## [TASK DESCRIPTION]
Scan the records for the string "buttons", then copy each line that has it.
** AVAILABLE DATA follows **
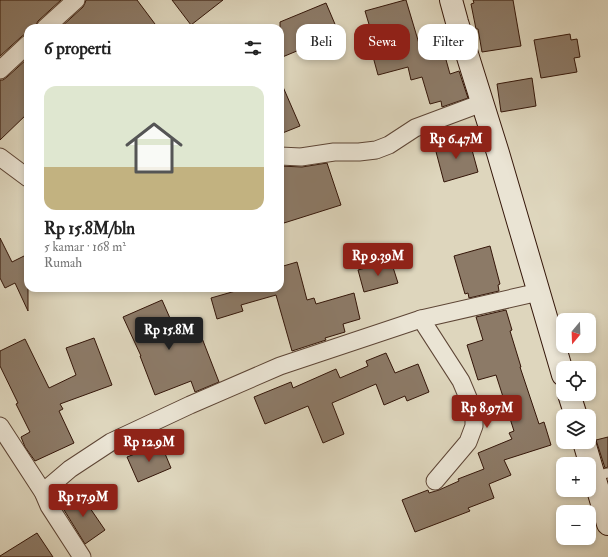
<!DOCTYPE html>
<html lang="id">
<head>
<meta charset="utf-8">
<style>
  :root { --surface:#fff; --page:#f2f2f2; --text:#222; --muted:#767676; --line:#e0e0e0; --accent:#8f2418 }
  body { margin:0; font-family:"IM FELL Double Pica",serif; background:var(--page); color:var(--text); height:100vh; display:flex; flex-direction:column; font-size:15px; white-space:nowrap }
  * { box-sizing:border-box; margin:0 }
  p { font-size:13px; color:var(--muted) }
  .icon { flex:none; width:22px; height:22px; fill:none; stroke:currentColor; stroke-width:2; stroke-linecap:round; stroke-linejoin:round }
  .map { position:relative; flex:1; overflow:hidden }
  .details { position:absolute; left:24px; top:24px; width:260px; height:268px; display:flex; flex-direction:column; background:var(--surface); border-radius:12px; box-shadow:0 2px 6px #0003 }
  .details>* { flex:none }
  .hud { position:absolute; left:296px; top:24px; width:252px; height:36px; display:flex; gap:8px }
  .needle { width:26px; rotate:199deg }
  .buttons { position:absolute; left:556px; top:313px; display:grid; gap:8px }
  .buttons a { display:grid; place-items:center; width:40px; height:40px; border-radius:8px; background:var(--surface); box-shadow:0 2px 6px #0003; font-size:20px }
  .price { position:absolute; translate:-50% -34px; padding:0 9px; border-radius:4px; background:var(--accent); color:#fff; font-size:13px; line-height:26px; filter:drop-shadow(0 1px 2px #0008) }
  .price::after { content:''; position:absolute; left:50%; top:24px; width:12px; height:9px; margin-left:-6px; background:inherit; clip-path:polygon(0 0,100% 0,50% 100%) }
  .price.selected { background:#222; color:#fff }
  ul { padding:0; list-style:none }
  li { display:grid; align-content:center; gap:8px; height:212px; padding:0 20px }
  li+li { border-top:1px solid var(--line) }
  li span { display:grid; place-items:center; height:124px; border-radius:12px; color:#555 }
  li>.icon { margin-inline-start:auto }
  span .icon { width:72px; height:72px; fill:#fffc; stroke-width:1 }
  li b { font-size:17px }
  h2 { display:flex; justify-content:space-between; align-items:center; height:48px; padding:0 20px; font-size:17px }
  .pill { padding:0 14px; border-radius:12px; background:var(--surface); box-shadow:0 2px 6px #0003; font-size:14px; line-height:36px }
  .pill.selected { background:var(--accent); color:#fff }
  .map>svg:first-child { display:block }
  .building { fill:#8c7a67; stroke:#341609 }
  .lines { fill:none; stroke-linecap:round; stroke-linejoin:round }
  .lane-casing { stroke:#5e4636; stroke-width:11 }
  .street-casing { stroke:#5e4636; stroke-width:19 }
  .secondary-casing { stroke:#341609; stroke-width:24 }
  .lane { stroke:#eae4d4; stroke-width:9 }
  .street { stroke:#eae4d4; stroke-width:17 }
  .secondary { stroke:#eae4d4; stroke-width:22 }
</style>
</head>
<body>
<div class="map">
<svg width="608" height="557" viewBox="0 0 608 557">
  <rect width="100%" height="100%" fill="#ded6bd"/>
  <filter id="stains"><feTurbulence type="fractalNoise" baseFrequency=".005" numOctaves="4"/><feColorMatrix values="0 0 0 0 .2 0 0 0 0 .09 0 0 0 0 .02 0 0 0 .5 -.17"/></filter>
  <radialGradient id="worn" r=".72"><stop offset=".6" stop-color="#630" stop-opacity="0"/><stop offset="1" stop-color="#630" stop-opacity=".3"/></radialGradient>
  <g class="building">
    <polygon points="0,0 61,0 38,21 36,25 35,28 28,28 28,34 25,34 21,37 0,56"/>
    <polygon points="86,0 137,0 158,28 60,28 83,7 85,3"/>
    <polygon points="172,0 223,0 191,25"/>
    <polygon points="405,0 406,0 420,47 441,42 450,74 459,71 468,98 442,107 441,101 430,104 422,77 411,80 408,67 378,75 372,53 377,51 365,11"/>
    <polygon points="473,0 513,0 521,46 482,52 478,29 476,29 471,4 474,3"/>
    <polygon points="326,3 340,36 305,51 304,48 280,58 280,22"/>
    <polygon points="570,34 571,40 577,39 580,57 574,58 577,72 541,78 534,40"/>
    <polygon points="28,58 28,113 0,140 0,80 3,80 7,77"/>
    <polygon points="532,78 536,106 501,112 497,84"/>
    <polygon points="280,80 300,126 280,134"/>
    <polygon points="469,139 478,172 444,182 435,148"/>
    <polygon points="327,163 341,205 284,223 280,211 280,166 302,167"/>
    <polygon points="0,238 12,262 28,254 28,311 15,283 5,288 0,278"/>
    <polygon points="490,246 500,284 498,285 499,291 469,298 468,293 465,294 454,256"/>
    <polygon points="391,261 398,283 364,292 358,270"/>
    <polygon points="297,262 307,300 314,298 316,304 354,293 360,319 343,324 345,332 325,338 326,340 292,351 276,295 241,305 243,311 217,319 211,298 246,288 280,288 280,267"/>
    <polygon points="162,300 180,341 200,333 219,382 195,392 191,381 155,395 140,356 141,356 123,317"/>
    <polygon points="506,310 512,330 510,331 521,367 520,367 539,424 544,422 551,445 504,460 511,475 489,484 494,498 468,508 470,511 415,532 402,500 428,490 429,493 439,490 459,481 458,479 484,469 478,453 512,439 509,433 514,431 496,375 478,380 467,345 483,340 476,317"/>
    <polygon points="94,338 112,385 60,404 63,409 59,411 74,443 35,461 25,447 21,437 30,432 16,404 18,403 0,366 0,351 25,339 49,388 76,375 66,348"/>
    <polygon points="386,353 395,373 418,364 429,392 407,401 405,396 384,405 376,384 332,403 344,434 323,443 308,406 265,424 254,397 291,382 293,388 336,369 340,378 368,366 366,361"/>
    <polygon points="608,437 608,467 605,468 596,440"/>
    <polygon points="161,444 171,468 138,482 127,457"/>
    <polygon points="79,492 105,530 85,544 61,505"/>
    <polygon points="37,533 53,557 0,557 0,556"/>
  </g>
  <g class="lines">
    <defs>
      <polyline id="lane" points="594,476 608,473"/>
      <g id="street">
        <polyline points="45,28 76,0"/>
        <polyline points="0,70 28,44"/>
        <polyline points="280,156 301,157 334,152 359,152 376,150 389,145 415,128 482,103"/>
        <polyline points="0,157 28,178"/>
        <polyline points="421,319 461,381 469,400 474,415 474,426 468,442 435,481"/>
        <polyline points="0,426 43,492 49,506 82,557"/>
        <polyline points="43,492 70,469 111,442 190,405 280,366 421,319 539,292"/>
      </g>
      <g id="secondary">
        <polyline points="451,0 457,22 498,153 563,375"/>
        <polyline points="569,394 576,416"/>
        <polyline points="584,442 608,524"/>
      </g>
    </defs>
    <use href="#lane" class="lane-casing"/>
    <use href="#street" class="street-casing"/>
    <use href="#secondary" class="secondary-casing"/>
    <use href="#lane" class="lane"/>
    <use href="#street" class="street"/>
    <use href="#secondary" class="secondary"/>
  </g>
  <rect width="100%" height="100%" filter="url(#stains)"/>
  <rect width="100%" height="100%" fill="url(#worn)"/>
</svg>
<div class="buttons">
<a><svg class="needle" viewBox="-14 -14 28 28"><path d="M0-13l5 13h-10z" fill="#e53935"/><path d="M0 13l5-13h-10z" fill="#767676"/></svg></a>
<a><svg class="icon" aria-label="locate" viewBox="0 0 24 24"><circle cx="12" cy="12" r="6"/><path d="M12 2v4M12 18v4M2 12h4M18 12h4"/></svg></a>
<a><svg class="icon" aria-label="layers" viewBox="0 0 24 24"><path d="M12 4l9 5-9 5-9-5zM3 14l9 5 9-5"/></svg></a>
<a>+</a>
<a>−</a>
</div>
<b class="price" style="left:456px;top:160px">Rp 6.47M</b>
<b class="price" style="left:378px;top:277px">Rp 9.39M</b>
<b class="price selected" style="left:169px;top:351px">Rp 15.8M</b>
<b class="price" style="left:487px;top:429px">Rp 8.97M</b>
<b class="price" style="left:149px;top:463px">Rp 12.9M</b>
<b class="price" style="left:83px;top:518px">Rp 17.9M</b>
<div class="hud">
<a class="pill">Beli</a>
<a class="pill selected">Sewa</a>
<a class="pill">Filter</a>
</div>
<section class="details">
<h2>6 properti<svg class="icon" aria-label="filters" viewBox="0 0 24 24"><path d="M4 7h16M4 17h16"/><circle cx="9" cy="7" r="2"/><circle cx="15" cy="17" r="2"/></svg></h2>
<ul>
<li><span style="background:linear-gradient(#dfe7d0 65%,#c2b280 0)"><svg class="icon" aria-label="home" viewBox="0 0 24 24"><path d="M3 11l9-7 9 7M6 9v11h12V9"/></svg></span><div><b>Rp 15.8M/bln</b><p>5 kamar · 168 m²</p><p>Rumah</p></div></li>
</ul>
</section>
</div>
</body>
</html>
** End of AVAILABLE DATA **
## [REPLY]
  .buttons { position:absolute; left:556px; top:313px; display:grid; gap:8px }
  .buttons a { display:grid; place-items:center; width:40px; height:40px; border-radius:8px; background:var(--surface); box-shadow:0 2px 6px #0003; font-size:20px }
<div class="buttons">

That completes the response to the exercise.